WORK TO BE COMPLETED:
Write out the whole listing again, exactly.
::: PROVIDED MATERIAL :::
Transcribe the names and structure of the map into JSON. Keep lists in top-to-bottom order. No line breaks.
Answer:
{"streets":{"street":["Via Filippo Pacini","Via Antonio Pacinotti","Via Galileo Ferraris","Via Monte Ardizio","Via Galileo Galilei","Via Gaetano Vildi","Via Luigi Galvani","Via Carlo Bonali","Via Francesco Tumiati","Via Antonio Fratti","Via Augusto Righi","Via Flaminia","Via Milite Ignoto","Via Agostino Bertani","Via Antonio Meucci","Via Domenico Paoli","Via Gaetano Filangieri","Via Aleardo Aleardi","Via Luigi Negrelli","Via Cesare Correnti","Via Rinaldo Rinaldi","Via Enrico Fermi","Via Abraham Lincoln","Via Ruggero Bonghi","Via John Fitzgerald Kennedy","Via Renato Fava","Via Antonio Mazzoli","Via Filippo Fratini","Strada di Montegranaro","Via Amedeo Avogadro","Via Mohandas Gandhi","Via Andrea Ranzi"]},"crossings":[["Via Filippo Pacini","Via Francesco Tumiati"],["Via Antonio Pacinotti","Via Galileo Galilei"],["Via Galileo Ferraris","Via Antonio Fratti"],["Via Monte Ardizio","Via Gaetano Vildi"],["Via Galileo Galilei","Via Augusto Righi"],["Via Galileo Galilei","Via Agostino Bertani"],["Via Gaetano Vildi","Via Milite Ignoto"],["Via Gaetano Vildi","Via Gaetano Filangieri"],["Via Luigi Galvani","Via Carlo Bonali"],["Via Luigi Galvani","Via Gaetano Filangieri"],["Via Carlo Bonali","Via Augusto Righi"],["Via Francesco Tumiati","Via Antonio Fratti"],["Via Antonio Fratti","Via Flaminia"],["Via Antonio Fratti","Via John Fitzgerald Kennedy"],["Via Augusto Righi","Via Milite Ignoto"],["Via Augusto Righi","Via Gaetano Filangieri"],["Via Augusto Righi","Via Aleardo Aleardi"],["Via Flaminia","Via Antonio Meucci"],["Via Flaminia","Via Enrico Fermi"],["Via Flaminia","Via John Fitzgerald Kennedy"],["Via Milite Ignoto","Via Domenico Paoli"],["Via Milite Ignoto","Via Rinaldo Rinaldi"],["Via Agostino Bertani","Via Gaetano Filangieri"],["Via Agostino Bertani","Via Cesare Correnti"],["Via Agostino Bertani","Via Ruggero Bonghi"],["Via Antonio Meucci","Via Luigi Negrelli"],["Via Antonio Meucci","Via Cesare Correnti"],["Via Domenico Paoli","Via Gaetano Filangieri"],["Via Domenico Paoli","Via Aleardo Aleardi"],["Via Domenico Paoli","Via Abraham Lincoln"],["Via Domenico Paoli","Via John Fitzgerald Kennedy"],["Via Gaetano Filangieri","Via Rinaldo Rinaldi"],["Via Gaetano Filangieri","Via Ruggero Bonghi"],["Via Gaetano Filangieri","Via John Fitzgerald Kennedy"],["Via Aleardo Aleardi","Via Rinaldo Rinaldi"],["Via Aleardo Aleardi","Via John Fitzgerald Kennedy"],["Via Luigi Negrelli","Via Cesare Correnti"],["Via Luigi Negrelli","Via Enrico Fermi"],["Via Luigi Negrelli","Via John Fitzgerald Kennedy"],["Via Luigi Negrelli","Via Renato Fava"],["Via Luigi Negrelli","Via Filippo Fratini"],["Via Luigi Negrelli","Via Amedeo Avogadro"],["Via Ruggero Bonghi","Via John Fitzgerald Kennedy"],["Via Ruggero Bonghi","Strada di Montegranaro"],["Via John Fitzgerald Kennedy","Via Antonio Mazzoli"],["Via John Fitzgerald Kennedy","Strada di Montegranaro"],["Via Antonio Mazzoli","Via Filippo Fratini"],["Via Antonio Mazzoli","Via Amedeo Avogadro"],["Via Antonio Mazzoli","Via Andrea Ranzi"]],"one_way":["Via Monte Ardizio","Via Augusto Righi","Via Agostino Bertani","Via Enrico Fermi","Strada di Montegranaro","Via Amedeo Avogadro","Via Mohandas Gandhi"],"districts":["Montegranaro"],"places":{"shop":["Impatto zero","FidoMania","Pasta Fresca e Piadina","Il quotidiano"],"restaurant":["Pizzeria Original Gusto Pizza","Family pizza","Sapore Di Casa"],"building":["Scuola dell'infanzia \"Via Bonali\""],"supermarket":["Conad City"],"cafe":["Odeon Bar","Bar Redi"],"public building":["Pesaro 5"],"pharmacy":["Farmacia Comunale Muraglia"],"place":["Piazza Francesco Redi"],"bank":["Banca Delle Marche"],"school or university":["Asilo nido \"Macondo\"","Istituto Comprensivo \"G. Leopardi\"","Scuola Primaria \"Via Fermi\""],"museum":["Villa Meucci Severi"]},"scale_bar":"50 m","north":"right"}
:::
SOLUTION FOR THIS EXERCISE:
Transcribe the names and structure of the map into JSON. Keep lists in top-to-bottom order. No line breaks.
Answer:
{"streets":{"street":["Via Filippo Pacini","Via Antonio Pacinotti","Via Galileo Ferraris","Via Monte Ardizio","Via Galileo Galilei","Via Gaetano Vildi","Via Luigi Galvani","Via Carlo Bonali","Via Francesco Tumiati","Via Antonio Fratti","Via Augusto Righi","Via Flaminia","Via Milite Ignoto","Via Agostino Bertani","Via Antonio Meucci","Via Domenico Paoli","Via Gaetano Filangieri","Via Aleardo Aleardi","Via Luigi Negrelli","Via Cesare Correnti","Via Rinaldo Rinaldi","Via Enrico Fermi","Via Abraham Lincoln","Via Ruggero Bonghi","Via John Fitzgerald Kennedy","Via Renato Fava","Via Antonio Mazzoli","Via Filippo Fratini","Strada di Montegranaro","Via Amedeo Avogadro","Via Mohandas Gandhi","Via Andrea Ranzi"]},"crossings":[["Via Filippo Pacini","Via Francesco Tumiati"],["Via Antonio Pacinotti","Via Galileo Galilei"],["Via Galileo Ferraris","Via Antonio Fratti"],["Via Monte Ardizio","Via Gaetano Vildi"],["Via Galileo Galilei","Via Augusto Righi"],["Via Galileo Galilei","Via Agostino Bertani"],["Via Gaetano Vildi","Via Milite Ignoto"],["Via Gaetano Vildi","Via Gaetano Filangieri"],["Via Luigi Galvani","Via Carlo Bonali"],["Via Luigi Galvani","Via Gaetano Filangieri"],["Via Carlo Bonali","Via Augusto Righi"],["Via Francesco Tumiati","Via Antonio Fratti"],["Via Antonio Fratti","Via Flaminia"],["Via Antonio Fratti","Via John Fitzgerald Kennedy"],["Via Augusto Righi","Via Milite Ignoto"],["Via Augusto Righi","Via Gaetano Filangieri"],["Via Augusto Righi","Via Aleardo Aleardi"],["Via Flaminia","Via Antonio Meucci"],["Via Flaminia","Via Enrico Fermi"],["Via Flaminia","Via John Fitzgerald Kennedy"],["Via Milite Ignoto","Via Domenico Paoli"],["Via Milite Ignoto","Via Rinaldo Rinaldi"],["Via Agostino Bertani","Via Gaetano Filangieri"],["Via Agostino Bertani","Via Cesare Correnti"],["Via Agostino Bertani","Via Ruggero Bonghi"],["Via Antonio Meucci","Via Luigi Negrelli"],["Via Antonio Meucci","Via Cesare Correnti"],["Via Domenico Paoli","Via Gaetano Filangieri"],["Via Domenico Paoli","Via Aleardo Aleardi"],["Via Domenico Paoli","Via Abraham Lincoln"],["Via Domenico Paoli","Via John Fitzgerald Kennedy"],["Via Gaetano Filangieri","Via Rinaldo Rinaldi"],["Via Gaetano Filangieri","Via Ruggero Bonghi"],["Via Gaetano Filangieri","Via John Fitzgerald Kennedy"],["Via Aleardo Aleardi","Via Rinaldo Rinaldi"],["Via Aleardo Aleardi","Via John Fitzgerald Kennedy"],["Via Luigi Negrelli","Via Cesare Correnti"],["Via Luigi Negrelli","Via Enrico Fermi"],["Via Luigi Negrelli","Via John Fitzgerald Kennedy"],["Via Luigi Negrelli","Via Renato Fava"],["Via Luigi Negrelli","Via Filippo Fratini"],["Via Luigi Negrelli","Via Amedeo Avogadro"],["Via Ruggero Bonghi","Via John Fitzgerald Kennedy"],["Via Ruggero Bonghi","Strada di Montegranaro"],["Via John Fitzgerald Kennedy","Via Antonio Mazzoli"],["Via John Fitzgerald Kennedy","Strada di Montegranaro"],["Via Antonio Mazzoli","Via Filippo Fratini"],["Via Antonio Mazzoli","Via Amedeo Avogadro"],["Via Antonio Mazzoli","Via Andrea Ranzi"]],"one_way":["Via Monte Ardizio","Via Augusto Righi","Via Agostino Bertani","Via Enrico Fermi","Strada di Montegranaro","Via Amedeo Avogadro","Via Mohandas Gandhi"],"districts":["Montegranaro"],"places":{"shop":["Impatto zero","FidoMania","Pasta Fresca e Piadina","Il quotidiano"],"restaurant":["Pizzeria Original Gusto Pizza","Family pizza","Sapore Di Casa"],"building":["Scuola dell'infanzia \"Via Bonali\""],"supermarket":["Conad City"],"cafe":["Odeon Bar","Bar Redi"],"public building":["Pesaro 5"],"pharmacy":["Farmacia Comunale Muraglia"],"place":["Piazza Francesco Redi"],"bank":["Banca Delle Marche"],"school or university":["Asilo nido \"Macondo\"","Istituto Comprensivo \"G. Leopardi\"","Scuola Primaria \"Via Fermi\""],"museum":["Villa Meucci Severi"]},"scale_bar":"50 m","north":"right"}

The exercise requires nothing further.